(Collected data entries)
···

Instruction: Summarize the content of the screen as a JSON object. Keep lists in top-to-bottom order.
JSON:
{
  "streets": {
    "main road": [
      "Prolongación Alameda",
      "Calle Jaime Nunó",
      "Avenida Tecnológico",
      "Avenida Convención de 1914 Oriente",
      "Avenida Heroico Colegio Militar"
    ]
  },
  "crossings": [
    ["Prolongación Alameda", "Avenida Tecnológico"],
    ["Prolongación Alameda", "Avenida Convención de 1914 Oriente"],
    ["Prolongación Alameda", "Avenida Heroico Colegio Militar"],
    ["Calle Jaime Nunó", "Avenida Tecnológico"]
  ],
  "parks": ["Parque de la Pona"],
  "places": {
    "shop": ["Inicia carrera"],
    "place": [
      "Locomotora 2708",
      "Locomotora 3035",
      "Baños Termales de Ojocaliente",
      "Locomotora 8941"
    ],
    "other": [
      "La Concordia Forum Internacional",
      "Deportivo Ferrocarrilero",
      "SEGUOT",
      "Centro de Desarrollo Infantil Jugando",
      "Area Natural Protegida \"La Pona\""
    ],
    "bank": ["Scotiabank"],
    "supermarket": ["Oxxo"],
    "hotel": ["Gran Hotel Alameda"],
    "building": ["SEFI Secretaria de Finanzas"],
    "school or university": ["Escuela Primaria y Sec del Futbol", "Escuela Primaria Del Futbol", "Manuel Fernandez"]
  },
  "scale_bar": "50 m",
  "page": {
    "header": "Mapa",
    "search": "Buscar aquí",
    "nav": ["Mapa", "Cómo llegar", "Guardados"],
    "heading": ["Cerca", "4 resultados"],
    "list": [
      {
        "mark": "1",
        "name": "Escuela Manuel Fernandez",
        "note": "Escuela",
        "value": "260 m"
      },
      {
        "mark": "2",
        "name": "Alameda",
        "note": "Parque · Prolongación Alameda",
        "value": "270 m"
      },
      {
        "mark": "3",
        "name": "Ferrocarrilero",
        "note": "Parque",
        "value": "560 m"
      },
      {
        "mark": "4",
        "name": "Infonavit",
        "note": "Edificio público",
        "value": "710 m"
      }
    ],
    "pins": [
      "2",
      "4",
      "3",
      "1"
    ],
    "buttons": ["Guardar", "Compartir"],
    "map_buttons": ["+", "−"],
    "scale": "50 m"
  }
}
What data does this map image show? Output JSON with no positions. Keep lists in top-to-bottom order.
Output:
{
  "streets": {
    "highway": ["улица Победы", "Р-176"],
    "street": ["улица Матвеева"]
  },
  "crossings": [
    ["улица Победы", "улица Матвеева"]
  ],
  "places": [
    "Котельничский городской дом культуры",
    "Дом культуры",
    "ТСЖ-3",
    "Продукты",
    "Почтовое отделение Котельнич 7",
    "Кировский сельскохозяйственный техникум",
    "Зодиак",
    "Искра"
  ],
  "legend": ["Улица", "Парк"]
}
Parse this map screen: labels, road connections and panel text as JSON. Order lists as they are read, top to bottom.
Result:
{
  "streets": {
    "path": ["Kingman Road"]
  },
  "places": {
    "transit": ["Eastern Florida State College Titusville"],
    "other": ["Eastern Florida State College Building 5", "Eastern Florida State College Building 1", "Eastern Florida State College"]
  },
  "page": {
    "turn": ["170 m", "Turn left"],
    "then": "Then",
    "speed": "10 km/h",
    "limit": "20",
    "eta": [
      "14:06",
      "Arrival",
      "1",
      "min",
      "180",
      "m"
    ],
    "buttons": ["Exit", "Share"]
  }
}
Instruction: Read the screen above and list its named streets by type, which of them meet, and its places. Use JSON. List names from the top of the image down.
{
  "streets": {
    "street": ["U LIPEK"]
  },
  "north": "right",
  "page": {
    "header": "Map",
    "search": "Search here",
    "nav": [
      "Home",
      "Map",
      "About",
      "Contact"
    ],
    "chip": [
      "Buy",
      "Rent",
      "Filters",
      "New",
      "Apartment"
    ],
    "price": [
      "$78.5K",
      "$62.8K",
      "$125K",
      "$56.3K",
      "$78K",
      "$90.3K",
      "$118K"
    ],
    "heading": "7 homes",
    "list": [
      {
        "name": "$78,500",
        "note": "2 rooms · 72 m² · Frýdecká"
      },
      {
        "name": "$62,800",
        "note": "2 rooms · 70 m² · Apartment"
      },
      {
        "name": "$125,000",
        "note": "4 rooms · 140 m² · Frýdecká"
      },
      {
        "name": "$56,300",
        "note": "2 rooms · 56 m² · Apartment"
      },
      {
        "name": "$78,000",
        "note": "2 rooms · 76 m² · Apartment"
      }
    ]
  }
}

···

### How to complete this task
With every line intact, print the records above again.

### Exercise solution
Instruction: Summarize the content of the screen as a JSON object. Keep lists in top-to-bottom order.
JSON:
{
  "streets": {
    "main road": [
      "Prolongación Alameda",
      "Calle Jaime Nunó",
      "Avenida Tecnológico",
      "Avenida Convención de 1914 Oriente",
      "Avenida Heroico Colegio Militar"
    ]
  },
  "crossings": [
    ["Prolongación Alameda", "Avenida Tecnológico"],
    ["Prolongación Alameda", "Avenida Convención de 1914 Oriente"],
    ["Prolongación Alameda", "Avenida Heroico Colegio Militar"],
    ["Calle Jaime Nunó", "Avenida Tecnológico"]
  ],
  "parks": ["Parque de la Pona"],
  "places": {
    "shop": ["Inicia carrera"],
    "place": [
      "Locomotora 2708",
      "Locomotora 3035",
      "Baños Termales de Ojocaliente",
      "Locomotora 8941"
    ],
    "other": [
      "La Concordia Forum Internacional",
      "Deportivo Ferrocarrilero",
      "SEGUOT",
      "Centro de Desarrollo Infantil Jugando",
      "Area Natural Protegida \"La Pona\""
    ],
    "bank": ["Scotiabank"],
    "supermarket": ["Oxxo"],
    "hotel": ["Gran Hotel Alameda"],
    "building": ["SEFI Secretaria de Finanzas"],
    "school or university": ["Escuela Primaria y Sec del Futbol", "Escuela Primaria Del Futbol", "Manuel Fernandez"]
  },
  "scale_bar": "50 m",
  "page": {
    "header": "Mapa",
    "search": "Buscar aquí",
    "nav": ["Mapa", "Cómo llegar", "Guardados"],
    "heading": ["Cerca", "4 resultados"],
    "list": [
      {
        "mark": "1",
        "name": "Escuela Manuel Fernandez",
        "note": "Escuela",
        "value": "260 m"
      },
      {
        "mark": "2",
        "name": "Alameda",
        "note": "Parque · Prolongación Alameda",
        "value": "270 m"
      },
      {
        "mark": "3",
        "name": "Ferrocarrilero",
        "note": "Parque",
        "value": "560 m"
      },
      {
        "mark": "4",
        "name": "Infonavit",
        "note": "Edificio público",
        "value": "710 m"
      }
    ],
    "pins": [
      "2",
      "4",
      "3",
      "1"
    ],
    "buttons": ["Guardar", "Compartir"],
    "map_buttons": ["+", "−"],
    "scale": "50 m"
  }
}
What data does this map image show? Output JSON with no positions. Keep lists in top-to-bottom order.
Output:
{
  "streets": {
    "highway": ["улица Победы", "Р-176"],
    "street": ["улица Матвеева"]
  },
  "crossings": [
    ["улица Победы", "улица Матвеева"]
  ],
  "places": [
    "Котельничский городской дом культуры",
    "Дом культуры",
    "ТСЖ-3",
    "Продукты",
    "Почтовое отделение Котельнич 7",
    "Кировский сельскохозяйственный техникум",
    "Зодиак",
    "Искра"
  ],
  "legend": ["Улица", "Парк"]
}
Parse this map screen: labels, road connections and panel text as JSON. Order lists as they are read, top to bottom.
Result:
{
  "streets": {
    "path": ["Kingman Road"]
  },
  "places": {
    "transit": ["Eastern Florida State College Titusville"],
    "other": ["Eastern Florida State College Building 5", "Eastern Florida State College Building 1", "Eastern Florida State College"]
  },
  "page": {
    "turn": ["170 m", "Turn left"],
    "then": "Then",
    "speed": "10 km/h",
    "limit": "20",
    "eta": [
      "14:06",
      "Arrival",
      "1",
      "min",
      "180",
      "m"
    ],
    "buttons": ["Exit", "Share"]
  }
}
Instruction: Read the screen above and list its named streets by type, which of them meet, and its places. Use JSON. List names from the top of the image down.
{
  "streets": {
    "street": ["U LIPEK"]
  },
  "north": "right",
  "page": {
    "header": "Map",
    "search": "Search here",
    "nav": [
      "Home",
      "Map",
      "About",
      "Contact"
    ],
    "chip": [
      "Buy",
      "Rent",
      "Filters",
      "New",
      "Apartment"
    ],
    "price": [
      "$78.5K",
      "$62.8K",
      "$125K",
      "$56.3K",
      "$78K",
      "$90.3K",
      "$118K"
    ],
    "heading": "7 homes",
    "list": [
      {
        "name": "$78,500",
        "note": "2 rooms · 72 m² · Frýdecká"
      },
      {
        "name": "$62,800",
        "note": "2 rooms · 70 m² · Apartment"
      },
      {
        "name": "$125,000",
        "note": "4 rooms · 140 m² · Frýdecká"
      },
      {
        "name": "$56,300",
        "note": "2 rooms · 56 m² · Apartment"
      },
      {
        "name": "$78,000",
        "note": "2 rooms · 76 m² · Apartment"
      }
    ]
  }
}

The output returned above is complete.